(Data entries)

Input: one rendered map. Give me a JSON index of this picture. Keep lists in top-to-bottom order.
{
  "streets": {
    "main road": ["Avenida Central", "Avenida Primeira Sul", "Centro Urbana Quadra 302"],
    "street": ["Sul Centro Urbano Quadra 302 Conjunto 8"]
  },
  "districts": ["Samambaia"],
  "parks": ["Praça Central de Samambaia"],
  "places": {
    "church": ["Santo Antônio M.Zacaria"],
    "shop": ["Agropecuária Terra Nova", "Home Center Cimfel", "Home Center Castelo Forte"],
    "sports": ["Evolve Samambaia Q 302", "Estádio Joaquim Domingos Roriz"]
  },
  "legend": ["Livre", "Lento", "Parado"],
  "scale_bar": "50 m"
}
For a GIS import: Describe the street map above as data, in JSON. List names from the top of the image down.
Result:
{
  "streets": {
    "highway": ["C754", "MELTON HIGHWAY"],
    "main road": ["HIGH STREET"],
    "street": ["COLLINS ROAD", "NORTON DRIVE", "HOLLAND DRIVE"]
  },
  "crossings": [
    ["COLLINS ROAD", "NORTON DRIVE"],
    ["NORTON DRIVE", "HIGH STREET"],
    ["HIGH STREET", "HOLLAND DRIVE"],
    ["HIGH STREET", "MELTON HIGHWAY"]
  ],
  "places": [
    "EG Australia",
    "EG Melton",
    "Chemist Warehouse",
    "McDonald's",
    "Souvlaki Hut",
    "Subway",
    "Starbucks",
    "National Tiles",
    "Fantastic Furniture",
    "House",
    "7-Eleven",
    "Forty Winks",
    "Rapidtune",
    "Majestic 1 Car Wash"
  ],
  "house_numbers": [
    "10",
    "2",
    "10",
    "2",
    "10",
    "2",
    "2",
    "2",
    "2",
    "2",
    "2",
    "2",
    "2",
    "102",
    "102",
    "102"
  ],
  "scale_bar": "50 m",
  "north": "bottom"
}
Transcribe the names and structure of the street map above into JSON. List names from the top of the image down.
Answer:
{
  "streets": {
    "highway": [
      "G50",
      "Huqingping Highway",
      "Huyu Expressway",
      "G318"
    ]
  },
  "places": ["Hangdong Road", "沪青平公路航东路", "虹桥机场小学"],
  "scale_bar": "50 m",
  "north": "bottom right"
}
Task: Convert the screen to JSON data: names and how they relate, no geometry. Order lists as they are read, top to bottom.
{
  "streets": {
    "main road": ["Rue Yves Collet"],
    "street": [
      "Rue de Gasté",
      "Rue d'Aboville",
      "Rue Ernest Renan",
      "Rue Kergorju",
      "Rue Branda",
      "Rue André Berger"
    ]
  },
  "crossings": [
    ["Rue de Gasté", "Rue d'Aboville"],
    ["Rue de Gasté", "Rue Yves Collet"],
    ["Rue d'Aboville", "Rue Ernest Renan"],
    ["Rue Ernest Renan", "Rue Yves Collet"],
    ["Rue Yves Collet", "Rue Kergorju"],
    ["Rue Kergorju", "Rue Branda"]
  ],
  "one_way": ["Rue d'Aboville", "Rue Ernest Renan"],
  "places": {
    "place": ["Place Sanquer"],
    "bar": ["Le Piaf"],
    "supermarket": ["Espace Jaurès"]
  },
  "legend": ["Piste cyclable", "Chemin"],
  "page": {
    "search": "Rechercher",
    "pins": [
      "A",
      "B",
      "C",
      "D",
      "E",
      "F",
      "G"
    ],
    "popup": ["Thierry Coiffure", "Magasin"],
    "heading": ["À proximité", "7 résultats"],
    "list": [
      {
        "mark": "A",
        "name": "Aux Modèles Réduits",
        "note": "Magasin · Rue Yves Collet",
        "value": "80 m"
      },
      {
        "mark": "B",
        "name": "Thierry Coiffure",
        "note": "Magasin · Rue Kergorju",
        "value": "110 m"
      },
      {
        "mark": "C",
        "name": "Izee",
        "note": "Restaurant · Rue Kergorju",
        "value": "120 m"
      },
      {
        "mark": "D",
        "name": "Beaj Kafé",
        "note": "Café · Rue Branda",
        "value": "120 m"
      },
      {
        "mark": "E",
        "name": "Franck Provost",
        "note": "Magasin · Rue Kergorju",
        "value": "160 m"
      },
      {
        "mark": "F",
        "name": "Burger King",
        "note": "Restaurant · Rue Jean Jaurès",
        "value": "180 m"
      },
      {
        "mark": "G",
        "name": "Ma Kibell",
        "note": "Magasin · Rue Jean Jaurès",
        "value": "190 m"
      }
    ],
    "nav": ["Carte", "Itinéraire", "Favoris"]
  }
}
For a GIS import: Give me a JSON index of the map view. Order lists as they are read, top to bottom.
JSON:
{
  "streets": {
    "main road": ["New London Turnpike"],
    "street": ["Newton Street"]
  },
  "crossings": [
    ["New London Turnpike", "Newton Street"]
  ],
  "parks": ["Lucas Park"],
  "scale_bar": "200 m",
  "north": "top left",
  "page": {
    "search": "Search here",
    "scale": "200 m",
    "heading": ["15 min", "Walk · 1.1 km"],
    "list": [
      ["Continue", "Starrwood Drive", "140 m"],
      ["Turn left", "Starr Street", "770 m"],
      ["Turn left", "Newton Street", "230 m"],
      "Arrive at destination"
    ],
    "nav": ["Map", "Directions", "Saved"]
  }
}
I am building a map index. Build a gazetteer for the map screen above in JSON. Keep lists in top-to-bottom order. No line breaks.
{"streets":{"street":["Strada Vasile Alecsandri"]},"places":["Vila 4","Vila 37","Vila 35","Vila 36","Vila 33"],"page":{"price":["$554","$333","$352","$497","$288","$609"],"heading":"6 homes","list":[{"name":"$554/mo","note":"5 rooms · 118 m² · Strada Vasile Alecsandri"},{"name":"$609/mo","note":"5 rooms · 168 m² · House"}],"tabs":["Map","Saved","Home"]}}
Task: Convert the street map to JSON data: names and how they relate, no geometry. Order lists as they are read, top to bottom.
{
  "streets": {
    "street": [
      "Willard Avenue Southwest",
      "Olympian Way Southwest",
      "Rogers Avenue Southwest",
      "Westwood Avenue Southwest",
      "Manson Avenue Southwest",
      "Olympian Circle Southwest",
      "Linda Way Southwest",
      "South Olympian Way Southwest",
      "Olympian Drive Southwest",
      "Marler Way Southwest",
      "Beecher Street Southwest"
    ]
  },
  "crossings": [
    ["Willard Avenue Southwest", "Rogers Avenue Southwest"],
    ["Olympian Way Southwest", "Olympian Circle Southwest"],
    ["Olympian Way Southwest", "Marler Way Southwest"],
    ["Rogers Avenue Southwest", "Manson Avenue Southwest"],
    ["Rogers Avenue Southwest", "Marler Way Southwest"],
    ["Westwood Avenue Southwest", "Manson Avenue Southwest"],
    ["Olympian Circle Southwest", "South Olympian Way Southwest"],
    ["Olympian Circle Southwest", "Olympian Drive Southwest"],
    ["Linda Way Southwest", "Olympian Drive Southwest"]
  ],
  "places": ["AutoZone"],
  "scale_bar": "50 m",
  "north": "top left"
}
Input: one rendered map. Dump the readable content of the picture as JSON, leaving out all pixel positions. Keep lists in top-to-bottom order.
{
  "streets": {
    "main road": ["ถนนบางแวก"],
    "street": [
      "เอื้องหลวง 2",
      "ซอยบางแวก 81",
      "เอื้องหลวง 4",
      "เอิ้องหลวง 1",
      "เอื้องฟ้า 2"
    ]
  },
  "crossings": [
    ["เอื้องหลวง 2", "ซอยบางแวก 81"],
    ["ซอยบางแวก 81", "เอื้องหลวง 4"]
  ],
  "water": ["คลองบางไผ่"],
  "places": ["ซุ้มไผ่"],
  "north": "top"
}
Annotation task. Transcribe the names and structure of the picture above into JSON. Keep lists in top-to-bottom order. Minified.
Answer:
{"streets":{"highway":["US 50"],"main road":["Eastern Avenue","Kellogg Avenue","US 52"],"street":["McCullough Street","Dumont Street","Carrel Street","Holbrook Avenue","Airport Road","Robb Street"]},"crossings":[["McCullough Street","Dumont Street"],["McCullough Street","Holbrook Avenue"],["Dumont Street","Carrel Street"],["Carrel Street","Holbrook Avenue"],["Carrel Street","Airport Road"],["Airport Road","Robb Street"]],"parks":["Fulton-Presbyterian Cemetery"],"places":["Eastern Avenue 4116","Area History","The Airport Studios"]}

● **What is expected**
Begin with the line containing "Annotation task. Transcribe" and retype it and each line after it through the end of the records, keeping them exact and including nothing more.

● **Expected answer**
Annotation task. Transcribe the names and structure of the picture above into JSON. Keep lists in top-to-bottom order. Minified.
Answer:
{"streets":{"highway":["US 50"],"main road":["Eastern Avenue","Kellogg Avenue","US 52"],"street":["McCullough Street","Dumont Street","Carrel Street","Holbrook Avenue","Airport Road","Robb Street"]},"crossings":[["McCullough Street","Dumont Street"],["McCullough Street","Holbrook Avenue"],["Dumont Street","Carrel Street"],["Carrel Street","Holbrook Avenue"],["Carrel Street","Airport Road"],["Airport Road","Robb Street"]],"parks":["Fulton-Presbyterian Cemetery"],"places":["Eastern Avenue 4116","Area History","The Airport Studios"]}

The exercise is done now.